## Aim of the task:
From the first line to the last, retype the records exactly and skip the pictures.

## Input for this task:

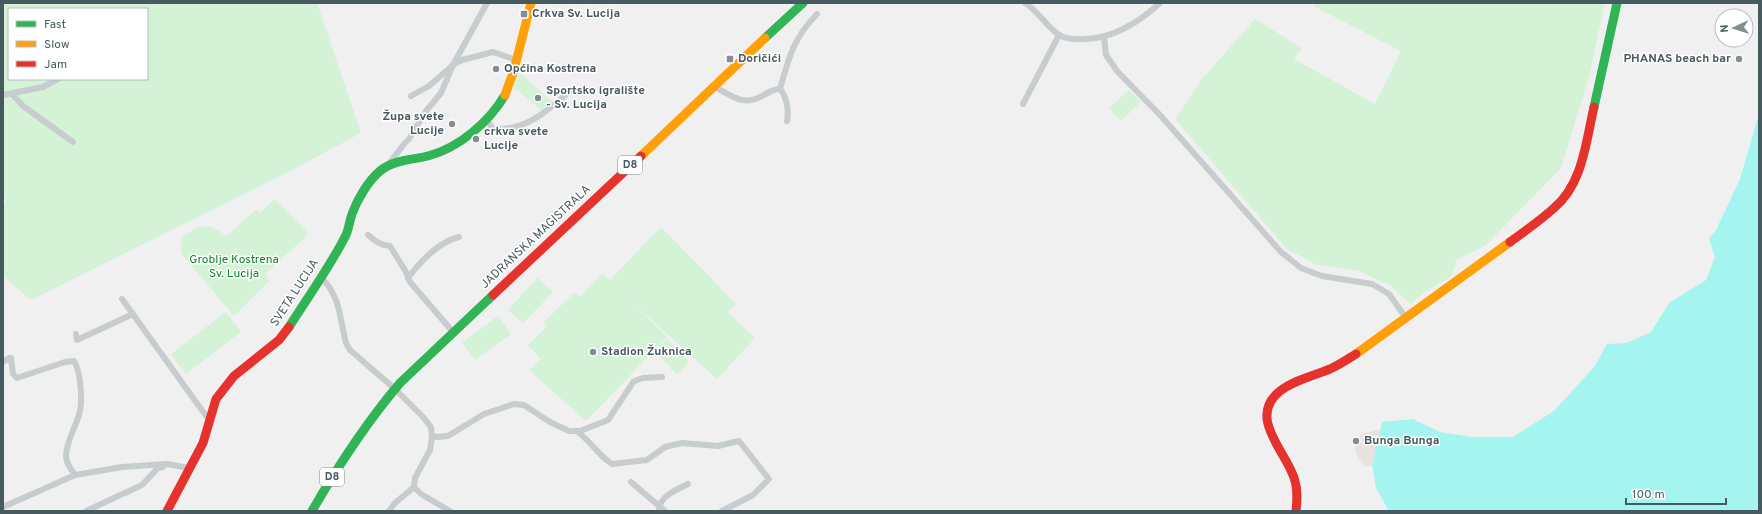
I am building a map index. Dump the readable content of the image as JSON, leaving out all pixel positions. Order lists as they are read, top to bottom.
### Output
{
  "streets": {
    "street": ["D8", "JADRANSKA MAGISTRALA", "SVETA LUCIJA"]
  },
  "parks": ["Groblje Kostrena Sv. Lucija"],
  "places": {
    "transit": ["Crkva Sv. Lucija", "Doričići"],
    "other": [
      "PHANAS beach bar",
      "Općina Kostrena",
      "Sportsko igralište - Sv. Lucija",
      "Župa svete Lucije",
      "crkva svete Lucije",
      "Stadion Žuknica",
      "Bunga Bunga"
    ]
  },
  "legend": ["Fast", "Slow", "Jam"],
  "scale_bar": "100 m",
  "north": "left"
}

## Output for this task:
I am building a map index. Dump the readable content of the image as JSON, leaving out all pixel positions. Order lists as they are read, top to bottom.
### Output
{
  "streets": {
    "street": ["D8", "JADRANSKA MAGISTRALA", "SVETA LUCIJA"]
  },
  "parks": ["Groblje Kostrena Sv. Lucija"],
  "places": {
    "transit": ["Crkva Sv. Lucija", "Doričići"],
    "other": [
      "PHANAS beach bar",
      "Općina Kostrena",
      "Sportsko igralište - Sv. Lucija",
      "Župa svete Lucije",
      "crkva svete Lucije",
      "Stadion Žuknica",
      "Bunga Bunga"
    ]
  },
  "legend": ["Fast", "Slow", "Jam"],
  "scale_bar": "100 m",
  "north": "left"
}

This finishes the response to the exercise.